== RECORDS FOR THE TASK

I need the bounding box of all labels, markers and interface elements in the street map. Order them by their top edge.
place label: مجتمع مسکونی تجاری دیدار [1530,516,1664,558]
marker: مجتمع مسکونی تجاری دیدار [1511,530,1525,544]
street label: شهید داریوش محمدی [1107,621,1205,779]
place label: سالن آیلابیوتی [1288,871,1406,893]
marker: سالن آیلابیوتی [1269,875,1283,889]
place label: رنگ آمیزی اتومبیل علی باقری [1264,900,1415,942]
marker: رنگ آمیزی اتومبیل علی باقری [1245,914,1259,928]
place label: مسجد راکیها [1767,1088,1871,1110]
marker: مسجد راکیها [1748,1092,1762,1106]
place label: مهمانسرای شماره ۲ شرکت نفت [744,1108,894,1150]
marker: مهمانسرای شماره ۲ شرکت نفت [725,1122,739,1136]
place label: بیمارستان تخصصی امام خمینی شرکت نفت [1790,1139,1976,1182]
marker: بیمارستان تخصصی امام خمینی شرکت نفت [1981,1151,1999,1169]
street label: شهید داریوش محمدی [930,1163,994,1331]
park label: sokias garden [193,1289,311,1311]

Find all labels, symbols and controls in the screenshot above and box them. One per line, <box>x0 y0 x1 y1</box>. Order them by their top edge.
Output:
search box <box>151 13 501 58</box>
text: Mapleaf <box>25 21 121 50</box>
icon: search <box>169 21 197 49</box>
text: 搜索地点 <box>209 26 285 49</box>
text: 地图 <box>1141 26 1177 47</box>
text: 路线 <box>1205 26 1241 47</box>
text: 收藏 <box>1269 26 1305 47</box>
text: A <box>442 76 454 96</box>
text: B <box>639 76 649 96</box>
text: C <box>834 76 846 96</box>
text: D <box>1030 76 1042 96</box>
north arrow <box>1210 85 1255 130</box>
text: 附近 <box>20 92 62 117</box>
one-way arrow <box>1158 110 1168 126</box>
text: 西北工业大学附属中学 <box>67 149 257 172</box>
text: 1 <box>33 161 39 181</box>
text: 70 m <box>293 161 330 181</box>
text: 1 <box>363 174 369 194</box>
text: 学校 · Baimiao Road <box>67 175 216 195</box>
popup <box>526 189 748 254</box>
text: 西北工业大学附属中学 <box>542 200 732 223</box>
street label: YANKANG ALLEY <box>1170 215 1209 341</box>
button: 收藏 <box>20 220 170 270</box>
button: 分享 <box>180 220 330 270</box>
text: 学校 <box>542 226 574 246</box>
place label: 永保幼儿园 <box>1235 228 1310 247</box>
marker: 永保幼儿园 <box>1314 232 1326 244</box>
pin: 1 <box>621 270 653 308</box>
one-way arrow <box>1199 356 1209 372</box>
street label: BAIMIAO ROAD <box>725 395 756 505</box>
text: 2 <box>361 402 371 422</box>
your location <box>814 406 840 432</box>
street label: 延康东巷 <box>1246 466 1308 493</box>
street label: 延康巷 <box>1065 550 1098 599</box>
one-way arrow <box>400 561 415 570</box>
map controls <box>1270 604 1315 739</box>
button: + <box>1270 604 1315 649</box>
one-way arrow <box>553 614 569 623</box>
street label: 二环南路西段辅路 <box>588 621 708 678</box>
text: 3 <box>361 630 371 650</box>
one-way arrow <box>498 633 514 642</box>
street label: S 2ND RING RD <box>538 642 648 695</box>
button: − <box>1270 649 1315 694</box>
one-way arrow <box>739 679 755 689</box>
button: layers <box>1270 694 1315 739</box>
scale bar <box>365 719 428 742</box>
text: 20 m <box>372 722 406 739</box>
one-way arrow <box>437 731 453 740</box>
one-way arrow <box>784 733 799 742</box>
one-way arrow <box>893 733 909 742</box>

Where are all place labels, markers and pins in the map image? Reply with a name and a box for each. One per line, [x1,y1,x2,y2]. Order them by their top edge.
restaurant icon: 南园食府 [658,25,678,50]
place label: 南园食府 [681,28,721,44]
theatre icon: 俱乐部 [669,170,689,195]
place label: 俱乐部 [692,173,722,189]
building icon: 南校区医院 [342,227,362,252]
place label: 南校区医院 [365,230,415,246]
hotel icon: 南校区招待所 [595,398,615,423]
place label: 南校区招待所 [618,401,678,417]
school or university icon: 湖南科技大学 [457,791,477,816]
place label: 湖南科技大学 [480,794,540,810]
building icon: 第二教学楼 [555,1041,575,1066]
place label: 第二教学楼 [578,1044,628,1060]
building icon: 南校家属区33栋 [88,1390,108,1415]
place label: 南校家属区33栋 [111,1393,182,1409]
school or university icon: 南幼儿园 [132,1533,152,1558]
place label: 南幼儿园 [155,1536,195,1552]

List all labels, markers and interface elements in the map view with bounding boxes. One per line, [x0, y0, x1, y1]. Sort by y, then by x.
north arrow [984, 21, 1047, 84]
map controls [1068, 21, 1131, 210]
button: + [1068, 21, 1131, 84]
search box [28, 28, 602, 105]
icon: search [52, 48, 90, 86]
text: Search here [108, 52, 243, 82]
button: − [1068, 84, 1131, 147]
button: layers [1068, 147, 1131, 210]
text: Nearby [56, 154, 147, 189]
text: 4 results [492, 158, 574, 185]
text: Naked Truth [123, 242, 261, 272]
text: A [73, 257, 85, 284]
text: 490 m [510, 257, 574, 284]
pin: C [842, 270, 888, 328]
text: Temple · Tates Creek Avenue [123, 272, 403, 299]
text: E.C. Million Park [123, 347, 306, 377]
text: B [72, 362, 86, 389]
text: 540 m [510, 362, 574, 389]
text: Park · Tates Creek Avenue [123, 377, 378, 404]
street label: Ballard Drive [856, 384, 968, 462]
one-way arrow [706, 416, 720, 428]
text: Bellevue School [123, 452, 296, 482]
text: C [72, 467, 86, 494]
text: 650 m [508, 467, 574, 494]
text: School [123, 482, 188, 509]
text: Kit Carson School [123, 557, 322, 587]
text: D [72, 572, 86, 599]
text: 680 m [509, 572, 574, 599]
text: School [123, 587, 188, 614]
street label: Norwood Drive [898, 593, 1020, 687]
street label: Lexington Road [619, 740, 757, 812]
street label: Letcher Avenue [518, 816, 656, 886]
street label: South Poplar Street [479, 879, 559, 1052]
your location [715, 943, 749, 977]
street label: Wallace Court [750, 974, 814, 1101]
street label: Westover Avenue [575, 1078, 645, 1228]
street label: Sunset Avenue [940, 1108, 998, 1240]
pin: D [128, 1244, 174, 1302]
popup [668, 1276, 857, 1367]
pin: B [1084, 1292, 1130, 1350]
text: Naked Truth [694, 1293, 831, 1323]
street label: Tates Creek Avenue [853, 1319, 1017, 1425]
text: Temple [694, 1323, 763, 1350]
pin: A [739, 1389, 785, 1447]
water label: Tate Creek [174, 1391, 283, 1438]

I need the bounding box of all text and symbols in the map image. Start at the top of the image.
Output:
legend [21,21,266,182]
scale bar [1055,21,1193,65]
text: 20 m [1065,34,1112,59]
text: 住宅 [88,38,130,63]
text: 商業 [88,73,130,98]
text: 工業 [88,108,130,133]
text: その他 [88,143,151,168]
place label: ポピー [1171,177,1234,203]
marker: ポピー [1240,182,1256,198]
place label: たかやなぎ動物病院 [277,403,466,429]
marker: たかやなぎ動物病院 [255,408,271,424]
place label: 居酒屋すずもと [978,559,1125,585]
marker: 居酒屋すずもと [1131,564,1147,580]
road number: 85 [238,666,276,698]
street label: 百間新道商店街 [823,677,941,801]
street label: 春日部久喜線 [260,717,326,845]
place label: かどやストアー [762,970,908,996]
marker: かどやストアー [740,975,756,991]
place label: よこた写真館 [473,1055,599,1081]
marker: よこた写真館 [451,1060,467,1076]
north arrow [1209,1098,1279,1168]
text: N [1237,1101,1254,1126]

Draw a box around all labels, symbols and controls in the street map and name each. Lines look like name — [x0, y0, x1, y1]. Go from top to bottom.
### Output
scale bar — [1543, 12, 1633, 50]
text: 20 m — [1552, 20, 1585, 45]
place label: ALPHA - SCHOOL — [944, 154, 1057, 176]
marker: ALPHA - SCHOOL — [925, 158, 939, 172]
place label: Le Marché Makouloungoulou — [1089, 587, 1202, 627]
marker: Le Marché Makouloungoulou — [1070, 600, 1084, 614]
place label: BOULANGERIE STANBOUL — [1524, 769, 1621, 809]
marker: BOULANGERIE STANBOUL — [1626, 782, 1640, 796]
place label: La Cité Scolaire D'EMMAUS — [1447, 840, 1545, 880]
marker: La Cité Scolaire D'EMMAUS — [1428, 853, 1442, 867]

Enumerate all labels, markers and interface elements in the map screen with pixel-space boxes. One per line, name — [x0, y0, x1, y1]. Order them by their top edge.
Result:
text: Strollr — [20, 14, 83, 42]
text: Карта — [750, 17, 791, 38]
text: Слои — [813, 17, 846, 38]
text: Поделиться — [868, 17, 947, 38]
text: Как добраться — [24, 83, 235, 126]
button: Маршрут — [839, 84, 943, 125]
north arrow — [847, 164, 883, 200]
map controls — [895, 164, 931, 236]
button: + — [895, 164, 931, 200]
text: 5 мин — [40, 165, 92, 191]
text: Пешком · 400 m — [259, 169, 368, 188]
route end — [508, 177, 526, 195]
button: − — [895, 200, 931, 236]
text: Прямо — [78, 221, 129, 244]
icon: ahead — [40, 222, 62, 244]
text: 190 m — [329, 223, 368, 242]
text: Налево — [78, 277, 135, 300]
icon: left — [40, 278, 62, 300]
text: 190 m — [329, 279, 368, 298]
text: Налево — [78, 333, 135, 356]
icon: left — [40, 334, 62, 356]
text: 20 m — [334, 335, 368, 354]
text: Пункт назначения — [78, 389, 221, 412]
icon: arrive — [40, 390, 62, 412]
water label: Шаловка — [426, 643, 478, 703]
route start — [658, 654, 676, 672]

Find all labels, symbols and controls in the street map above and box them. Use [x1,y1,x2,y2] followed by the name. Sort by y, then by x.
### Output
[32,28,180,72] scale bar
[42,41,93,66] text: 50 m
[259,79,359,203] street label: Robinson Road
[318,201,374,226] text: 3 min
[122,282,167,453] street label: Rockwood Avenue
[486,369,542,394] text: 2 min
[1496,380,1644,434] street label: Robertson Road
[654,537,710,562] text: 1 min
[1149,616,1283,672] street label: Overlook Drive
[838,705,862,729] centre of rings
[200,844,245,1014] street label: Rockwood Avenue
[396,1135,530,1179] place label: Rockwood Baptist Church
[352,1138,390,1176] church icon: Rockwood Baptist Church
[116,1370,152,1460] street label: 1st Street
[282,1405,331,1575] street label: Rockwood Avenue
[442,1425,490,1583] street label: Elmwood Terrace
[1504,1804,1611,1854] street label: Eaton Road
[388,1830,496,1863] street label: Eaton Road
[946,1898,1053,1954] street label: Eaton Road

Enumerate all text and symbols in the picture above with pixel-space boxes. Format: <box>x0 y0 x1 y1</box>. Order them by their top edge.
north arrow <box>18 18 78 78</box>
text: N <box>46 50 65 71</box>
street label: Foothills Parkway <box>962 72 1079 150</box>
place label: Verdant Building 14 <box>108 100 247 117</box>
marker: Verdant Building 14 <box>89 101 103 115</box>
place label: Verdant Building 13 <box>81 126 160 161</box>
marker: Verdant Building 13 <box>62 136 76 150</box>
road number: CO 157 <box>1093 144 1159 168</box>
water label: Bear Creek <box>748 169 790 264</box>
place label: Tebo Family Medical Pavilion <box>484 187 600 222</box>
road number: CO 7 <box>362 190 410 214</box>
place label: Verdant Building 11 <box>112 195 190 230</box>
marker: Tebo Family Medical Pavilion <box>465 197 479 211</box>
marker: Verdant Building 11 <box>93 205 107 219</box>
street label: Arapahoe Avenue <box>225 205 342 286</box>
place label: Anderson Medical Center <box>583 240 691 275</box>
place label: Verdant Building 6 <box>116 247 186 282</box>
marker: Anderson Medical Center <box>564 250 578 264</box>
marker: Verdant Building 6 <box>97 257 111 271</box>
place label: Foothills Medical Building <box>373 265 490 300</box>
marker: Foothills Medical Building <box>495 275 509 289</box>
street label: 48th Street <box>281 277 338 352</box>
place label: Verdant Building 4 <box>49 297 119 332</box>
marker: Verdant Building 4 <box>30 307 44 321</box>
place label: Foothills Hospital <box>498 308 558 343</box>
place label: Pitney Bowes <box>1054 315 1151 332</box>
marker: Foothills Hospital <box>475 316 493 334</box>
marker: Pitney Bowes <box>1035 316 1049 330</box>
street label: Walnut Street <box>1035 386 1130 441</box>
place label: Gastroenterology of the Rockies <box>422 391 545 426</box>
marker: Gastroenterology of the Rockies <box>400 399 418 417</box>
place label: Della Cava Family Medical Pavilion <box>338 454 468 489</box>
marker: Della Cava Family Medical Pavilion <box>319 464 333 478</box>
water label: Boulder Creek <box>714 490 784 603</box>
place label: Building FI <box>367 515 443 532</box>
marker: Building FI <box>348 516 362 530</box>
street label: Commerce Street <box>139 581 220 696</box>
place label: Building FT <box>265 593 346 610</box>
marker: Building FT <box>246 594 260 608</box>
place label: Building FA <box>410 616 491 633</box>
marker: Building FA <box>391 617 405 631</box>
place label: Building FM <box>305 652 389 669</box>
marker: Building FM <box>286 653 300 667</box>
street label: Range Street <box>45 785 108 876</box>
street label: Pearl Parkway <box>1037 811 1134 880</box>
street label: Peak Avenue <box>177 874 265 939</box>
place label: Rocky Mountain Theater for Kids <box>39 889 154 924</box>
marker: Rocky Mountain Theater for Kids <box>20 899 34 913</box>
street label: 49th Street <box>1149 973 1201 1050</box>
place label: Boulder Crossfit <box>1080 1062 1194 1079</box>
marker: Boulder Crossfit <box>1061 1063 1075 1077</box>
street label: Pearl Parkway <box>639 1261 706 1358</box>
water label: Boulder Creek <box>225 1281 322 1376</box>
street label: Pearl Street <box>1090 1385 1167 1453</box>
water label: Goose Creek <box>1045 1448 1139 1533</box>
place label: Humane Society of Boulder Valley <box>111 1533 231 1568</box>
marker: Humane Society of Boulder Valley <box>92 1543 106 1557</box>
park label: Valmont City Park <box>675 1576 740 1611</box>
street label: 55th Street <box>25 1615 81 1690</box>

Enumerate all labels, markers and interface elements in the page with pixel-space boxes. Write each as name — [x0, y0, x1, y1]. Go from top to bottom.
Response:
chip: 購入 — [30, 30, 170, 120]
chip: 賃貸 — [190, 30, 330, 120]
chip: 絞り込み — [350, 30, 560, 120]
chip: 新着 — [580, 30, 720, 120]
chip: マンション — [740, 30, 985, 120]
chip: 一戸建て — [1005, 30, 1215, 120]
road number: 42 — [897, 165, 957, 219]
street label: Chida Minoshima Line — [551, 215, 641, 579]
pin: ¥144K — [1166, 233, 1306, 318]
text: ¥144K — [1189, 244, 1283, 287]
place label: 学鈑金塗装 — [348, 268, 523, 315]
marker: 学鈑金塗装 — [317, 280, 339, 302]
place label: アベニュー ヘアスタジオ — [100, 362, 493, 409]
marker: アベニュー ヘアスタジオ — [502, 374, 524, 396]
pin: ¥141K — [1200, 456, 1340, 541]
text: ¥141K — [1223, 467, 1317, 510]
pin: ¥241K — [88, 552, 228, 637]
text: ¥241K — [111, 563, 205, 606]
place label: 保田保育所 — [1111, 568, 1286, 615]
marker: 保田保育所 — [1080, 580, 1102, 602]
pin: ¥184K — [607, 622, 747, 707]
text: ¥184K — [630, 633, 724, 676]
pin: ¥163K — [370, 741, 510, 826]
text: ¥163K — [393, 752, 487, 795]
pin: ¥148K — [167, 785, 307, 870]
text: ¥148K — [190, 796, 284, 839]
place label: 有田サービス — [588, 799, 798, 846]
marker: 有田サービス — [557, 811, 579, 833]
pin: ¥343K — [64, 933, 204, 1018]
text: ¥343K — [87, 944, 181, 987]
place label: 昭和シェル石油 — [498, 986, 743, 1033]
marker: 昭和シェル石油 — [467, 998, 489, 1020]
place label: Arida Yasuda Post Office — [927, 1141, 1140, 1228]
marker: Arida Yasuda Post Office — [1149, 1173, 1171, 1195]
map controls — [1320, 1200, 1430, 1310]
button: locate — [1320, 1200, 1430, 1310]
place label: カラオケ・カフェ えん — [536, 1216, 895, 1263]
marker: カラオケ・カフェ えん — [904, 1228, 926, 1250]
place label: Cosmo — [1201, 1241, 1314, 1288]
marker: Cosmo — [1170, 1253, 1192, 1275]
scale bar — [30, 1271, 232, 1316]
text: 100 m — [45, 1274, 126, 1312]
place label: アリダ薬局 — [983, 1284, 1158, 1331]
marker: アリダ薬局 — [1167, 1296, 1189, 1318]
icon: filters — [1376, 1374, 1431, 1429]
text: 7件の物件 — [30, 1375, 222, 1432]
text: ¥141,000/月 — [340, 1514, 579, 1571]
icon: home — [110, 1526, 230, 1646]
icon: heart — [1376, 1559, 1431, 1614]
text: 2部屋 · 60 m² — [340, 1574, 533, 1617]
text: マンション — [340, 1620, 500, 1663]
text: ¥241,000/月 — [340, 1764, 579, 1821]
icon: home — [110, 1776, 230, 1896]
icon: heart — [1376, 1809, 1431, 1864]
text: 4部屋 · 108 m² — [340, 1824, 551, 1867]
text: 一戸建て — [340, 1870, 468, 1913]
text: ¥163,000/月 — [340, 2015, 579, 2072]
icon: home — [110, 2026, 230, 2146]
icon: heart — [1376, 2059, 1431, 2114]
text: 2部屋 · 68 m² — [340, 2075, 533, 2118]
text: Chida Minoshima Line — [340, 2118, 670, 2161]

====

● **INSTRUCTIONS FOR THE TASK**
Go through the data and copy every line that includes "Yasuda".

● **SOLVED PROBLEM**
place label: Arida Yasuda Post Office — [927, 1141, 1140, 1228]
marker: Arida Yasuda Post Office — [1149, 1173, 1171, 1195]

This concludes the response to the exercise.